• DATASET EXTRACT
'''

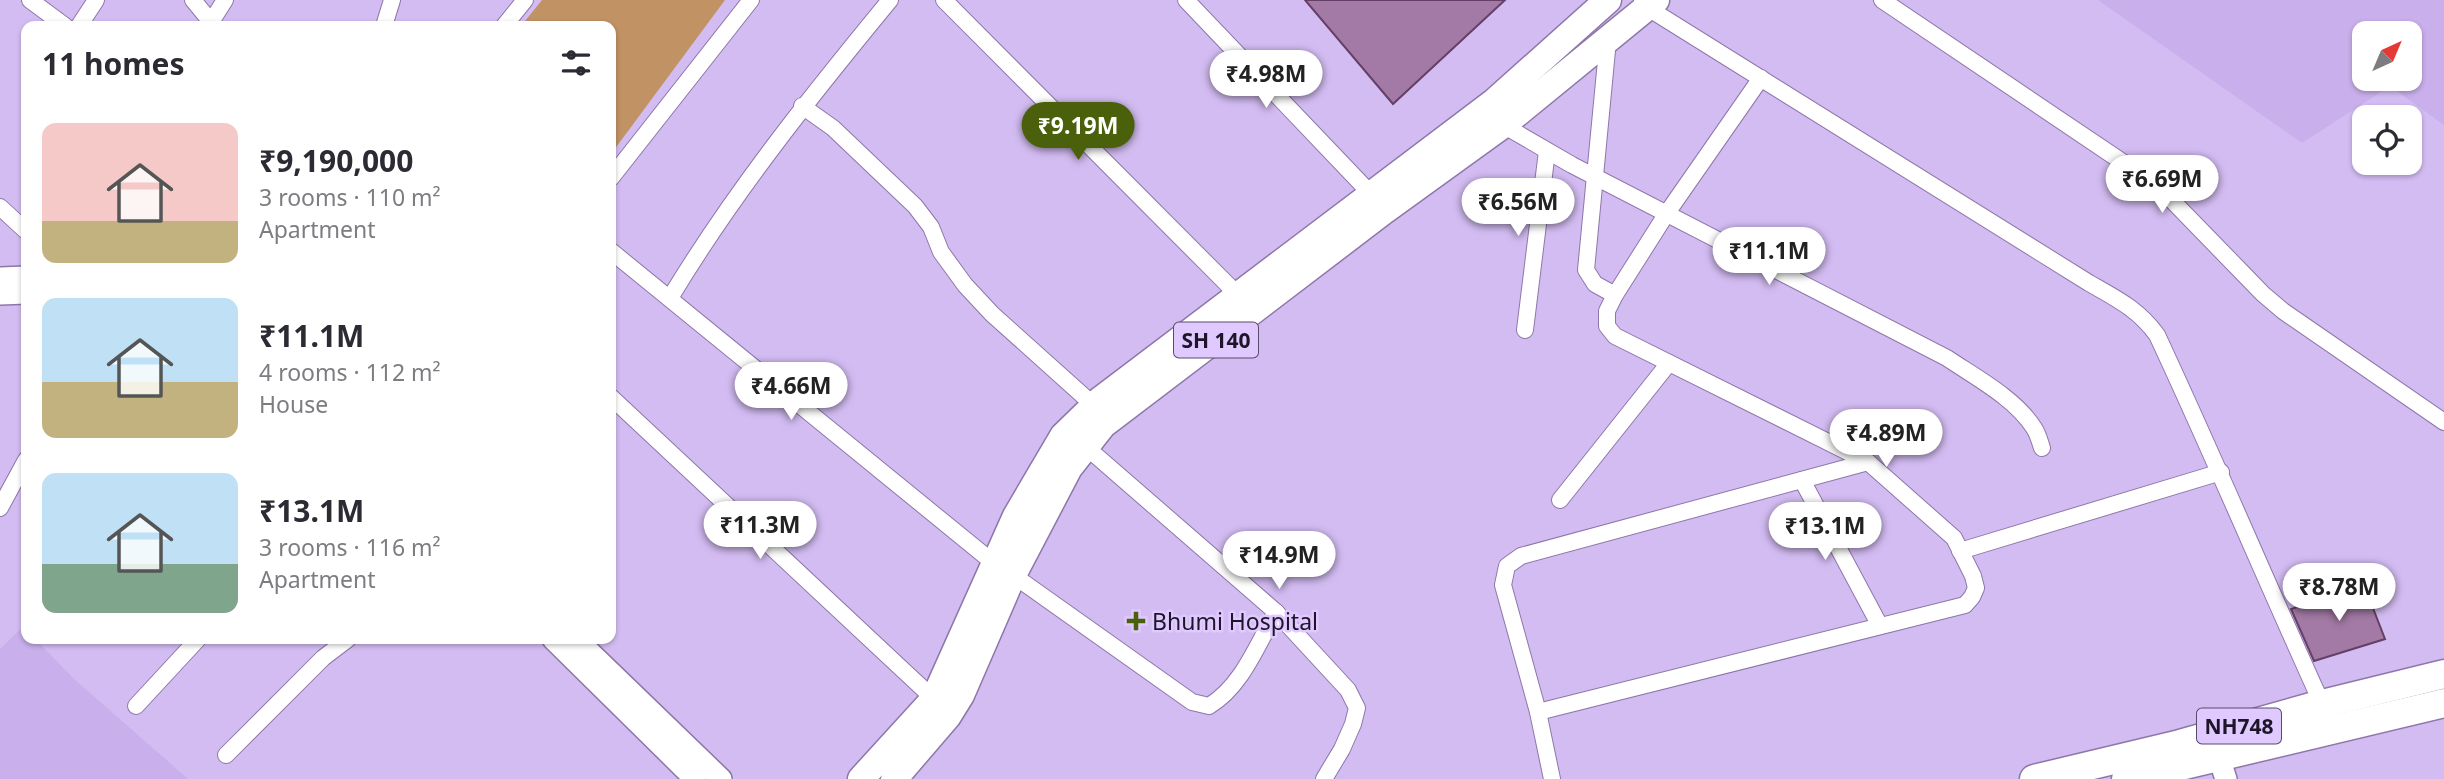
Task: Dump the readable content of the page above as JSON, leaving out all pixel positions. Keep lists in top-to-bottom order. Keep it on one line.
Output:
{"streets":{"highway":["NH748"],"main road":["SH 140"]},"places":{"health":["Bhumi Hospital"]},"north":"top right","page":{"heading":"11 homes","price":["₹4.98M","₹9.19M","₹6.69M","₹6.56M","₹11.1M","₹4.66M","₹4.89M","₹11.3M","₹13.1M","₹14.9M","₹8.78M"],"list":[{"name":"₹9,190,000","note":"3 rooms · 110 m² · Apartment"},{"name":"₹11.1M","note":"4 rooms · 112 m² · House"},{"name":"₹13.1M","note":"3 rooms · 116 m² · Apartment"}]}}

'''

• EXERCISE
The answer is every line of the data, exactly as written, with the pictures dropped.

• RESPONSE
Task: Dump the readable content of the page above as JSON, leaving out all pixel positions. Keep lists in top-to-bottom order. Keep it on one line.
Output:
{"streets":{"highway":["NH748"],"main road":["SH 140"]},"places":{"health":["Bhumi Hospital"]},"north":"top right","page":{"heading":"11 homes","price":["₹4.98M","₹9.19M","₹6.69M","₹6.56M","₹11.1M","₹4.66M","₹4.89M","₹11.3M","₹13.1M","₹14.9M","₹8.78M"],"list":[{"name":"₹9,190,000","note":"3 rooms · 110 m² · Apartment"},{"name":"₹11.1M","note":"4 rooms · 112 m² · House"},{"name":"₹13.1M","note":"3 rooms · 116 m² · Apartment"}]}}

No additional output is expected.